Die bayerische Justiz kann an diesem Freitag mit viel Aufmerksamkeit rechnen. In Bamberg am Bayerischen Obersten Landesgericht geht es um eine Entscheidung von hoher Signalwirkung. Auf der Anklagebank: ein Mönch aus Unterfranken, der sein christliches Gewissen über weltliches Recht gestellt hat und per Kirchenasyl Flüchtlinge vor der staatlichen Abschiebung geschützt hat.
Aufsehen erregender Freispruch des Amtsgerichts Kitzingen
In einem Aufsehen erregenden Urteil hatte die Amtsrichterin in Kitzingen im April 2021 Pater Abraham Sauer aus Münsterschwarzach freigesprochen - wohl wissend, dass dies in höherer Instanz grundsätzlich geklärt werden muss. Wenig später sprach das Amtsgericht Würzburg in einem vergleichbaren Fall die Ordensschwester Juliana Seelmann schuldig, weil sie einer Nigerianerin Kirchenasyl gewährt hatte.
Weil weltliches Recht auch für Geistliche gelten soll, ging die Staatsanwaltschaft Würzburg im Fall des Münsterschwarzacher Ordensbruders in die nächsthöhere Instanz.
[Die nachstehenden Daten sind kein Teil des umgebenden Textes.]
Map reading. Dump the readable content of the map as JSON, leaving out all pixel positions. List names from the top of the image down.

Nun steht vor dem bayerischen "Obersten" der Freispruch auf dem Prüfstand. Im Vorfeld dämpfte Gerichtssprecher Stefan Tratz die Erwartungen: "Es wird ein Einzelfall entschieden." Ob das Urteil auf andere derartige Fälle übertragbar sei, bleibe abzuwarten.
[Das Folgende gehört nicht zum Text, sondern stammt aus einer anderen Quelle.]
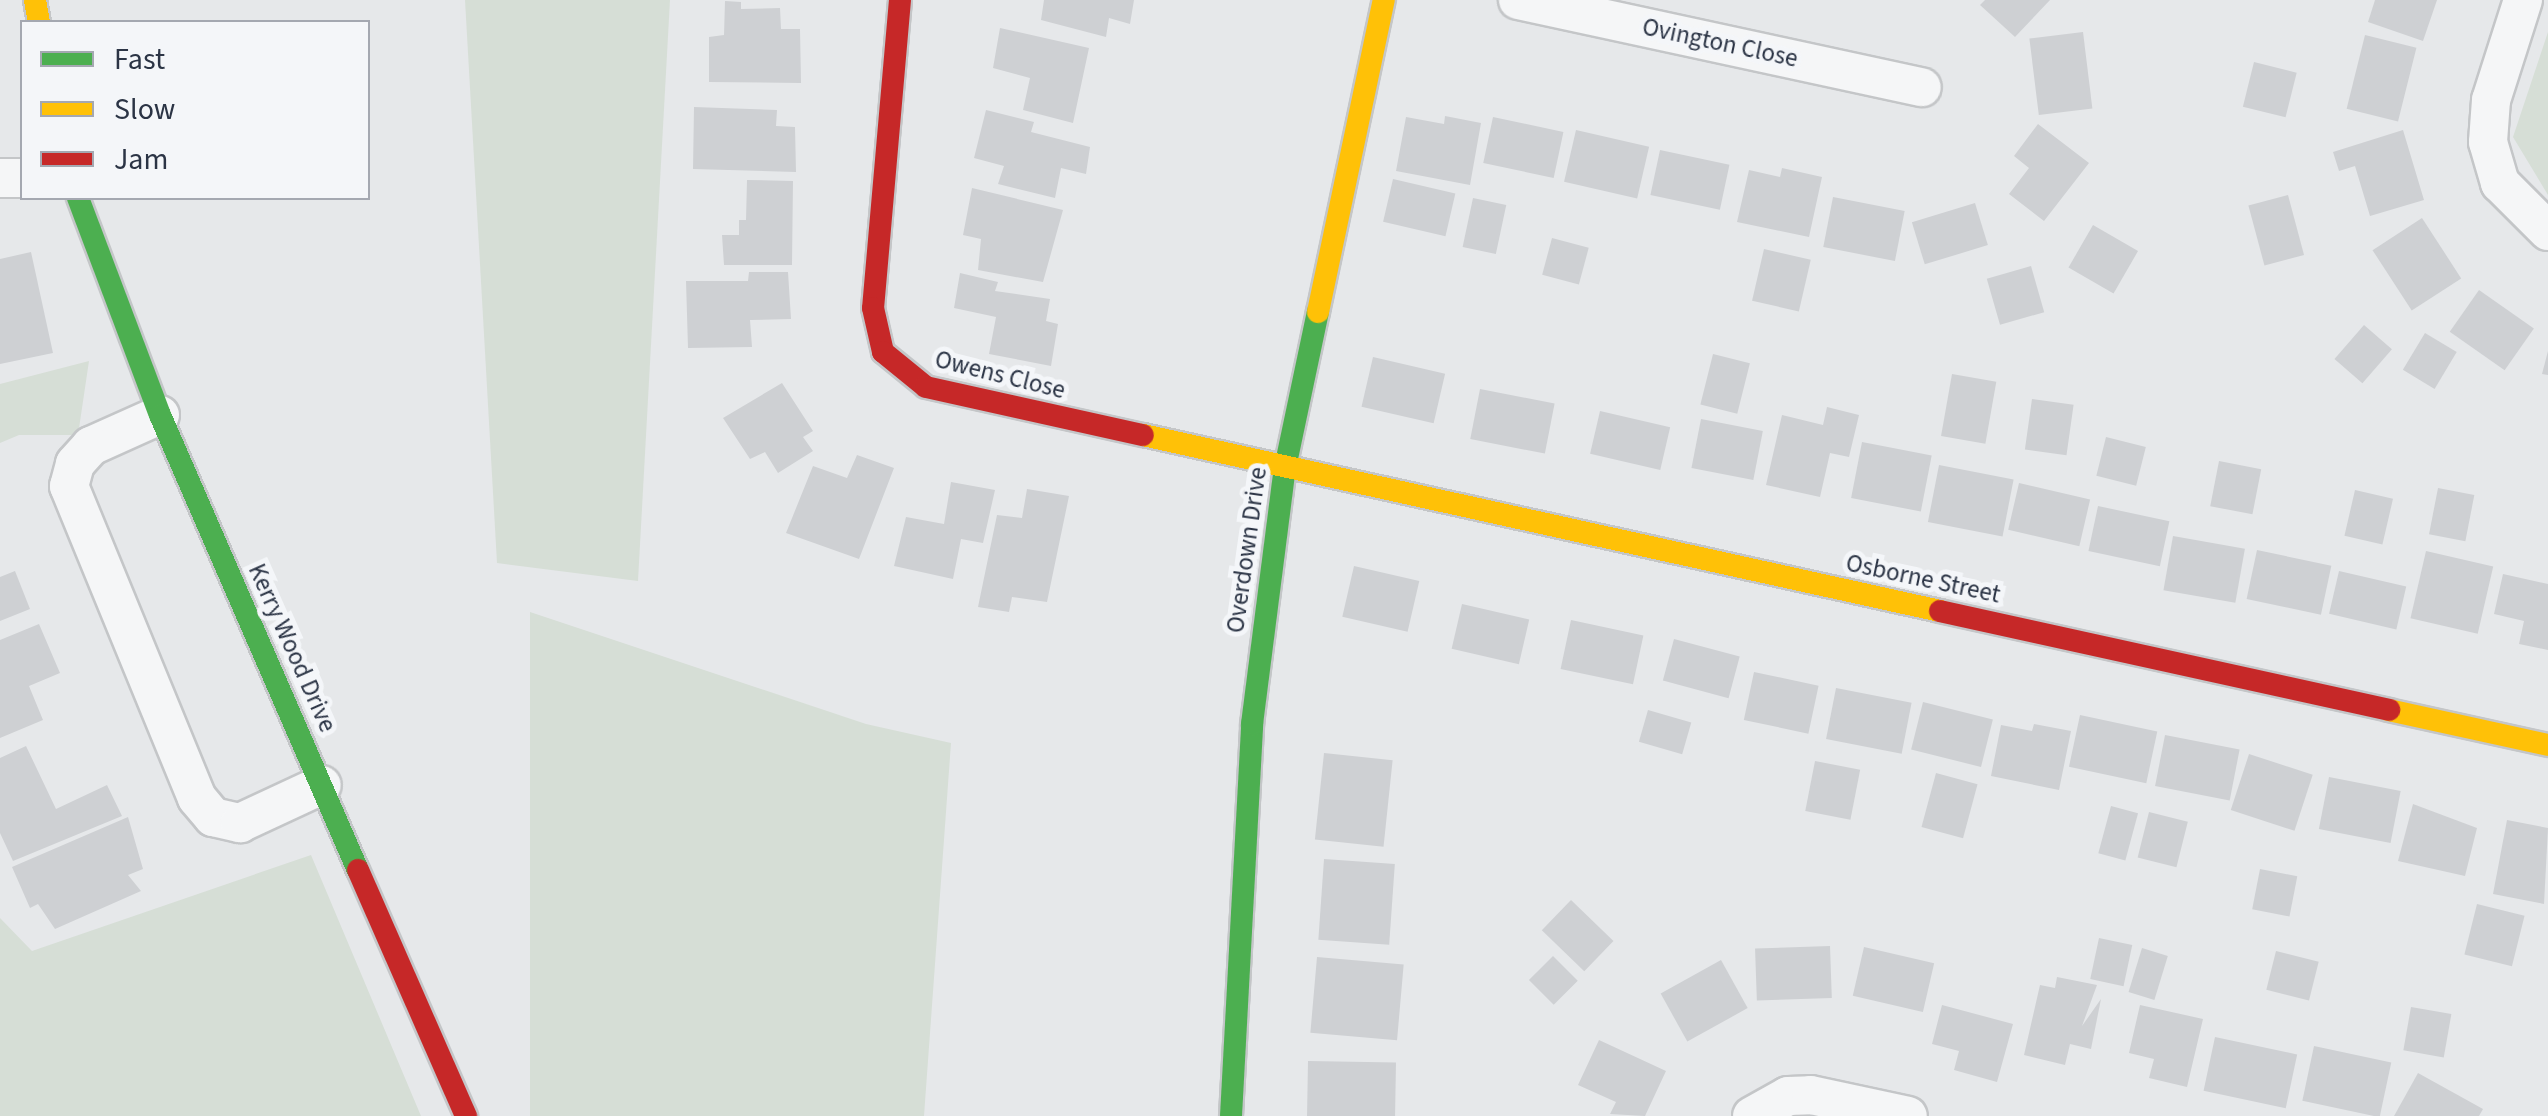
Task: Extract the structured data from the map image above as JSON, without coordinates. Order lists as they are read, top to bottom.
{
  "streets": {
    "street": [
      "Ovington Close",
      "Owens Close",
      "Overdown Drive",
      "Osborne Street",
      "Kerry Wood Drive"
    ]
  },
  "crossings": [
    ["Owens Close", "Overdown Drive"],
    ["Owens Close", "Osborne Street"],
    ["Overdown Drive", "Osborne Street"]
  ],
  "legend": ["Fast", "Slow", "Jam"]
}
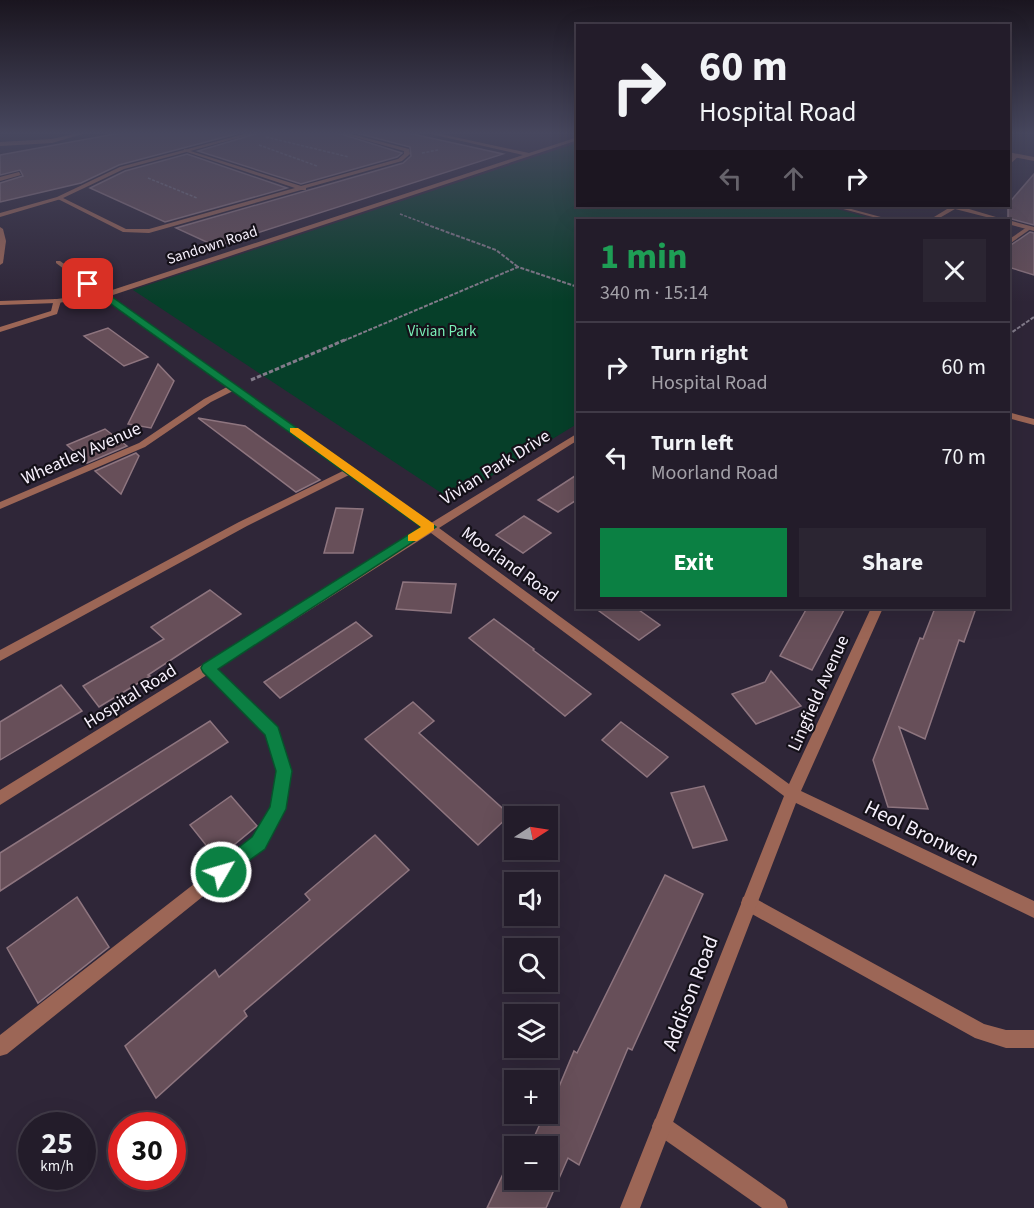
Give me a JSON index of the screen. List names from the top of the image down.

Anwalt verwies auf die garantierte Religions- und Gewissensfreiheit
Sauers Rechtsanwalt Franz Bethäuser hatte schon vor Gericht in Kitzingen auf die vom Grundgesetz garantierte Religions- und Gewissensfreiheit hingewiesen. Sie schütze nicht nur die innere Überzeugung seines Mandanten, sondern auch "eine nach außen gerichtete religiöse Betätigung": die Gewährung von Kirchenasyl.
Nach Auffassung Bethäusers wäre dem 25-jährigen, im Gazastreifen geborenen Asylsuchenden, der in der Abtei Münsterschwarzach Aufnahme fand, mit dem Verbleiben im Kirchenasyl eine Duldung "zu erteilen gewesen" - und damit die vorübergehende Aussetzung der Abschiebung. Der Anwalt des Paters hielt es rechtlich für fragwürdig, zwar einen Ausreisepflichtigen nicht abzuschieben, "ihm aber kein Papier auszuhändigen", das ihn zum vorläufigen Bleiben berechtige. Da würde sich nicht nur der Asylbewerber strafbar machen, "sondern auch der Mitarbeiter der Behörde, der dies verweigert", sagt Bethäuser. "Wegen Beihilfe zum illegalen Aufenthalt."
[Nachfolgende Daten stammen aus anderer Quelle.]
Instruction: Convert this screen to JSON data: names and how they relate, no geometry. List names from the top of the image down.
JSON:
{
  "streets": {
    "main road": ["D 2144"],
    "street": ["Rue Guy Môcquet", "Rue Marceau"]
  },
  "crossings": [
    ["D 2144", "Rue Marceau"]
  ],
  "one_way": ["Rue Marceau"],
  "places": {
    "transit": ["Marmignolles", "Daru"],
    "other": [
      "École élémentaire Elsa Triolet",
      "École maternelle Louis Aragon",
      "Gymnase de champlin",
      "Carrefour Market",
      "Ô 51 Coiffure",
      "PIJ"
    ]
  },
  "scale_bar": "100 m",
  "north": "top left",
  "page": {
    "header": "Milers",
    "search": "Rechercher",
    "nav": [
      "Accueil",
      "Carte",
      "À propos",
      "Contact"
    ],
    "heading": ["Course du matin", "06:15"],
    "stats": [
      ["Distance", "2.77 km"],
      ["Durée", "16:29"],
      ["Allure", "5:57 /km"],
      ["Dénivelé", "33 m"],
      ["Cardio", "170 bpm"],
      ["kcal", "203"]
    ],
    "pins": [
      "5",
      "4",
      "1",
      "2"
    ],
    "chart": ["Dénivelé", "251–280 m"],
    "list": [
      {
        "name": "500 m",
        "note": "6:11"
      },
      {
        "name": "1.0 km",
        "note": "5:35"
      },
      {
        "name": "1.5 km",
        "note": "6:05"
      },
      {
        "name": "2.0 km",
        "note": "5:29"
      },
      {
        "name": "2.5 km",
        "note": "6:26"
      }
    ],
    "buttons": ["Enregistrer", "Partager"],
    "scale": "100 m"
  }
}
Justizministerium beharrt auf geltendem Recht für alle
Genau das wird Bruder Abraham Sauer zur Last gelegt. Zunächst waren beim Kirchenasyl nur die Asylsuchenden selbst im Visier der Strafverfolger. Inzwischen werden aber auch Geistliche beider großen Kirchen sowie Ordensleute zur Rechenschaft gezogen, die Flüchtlinge bei sich aufnehmen.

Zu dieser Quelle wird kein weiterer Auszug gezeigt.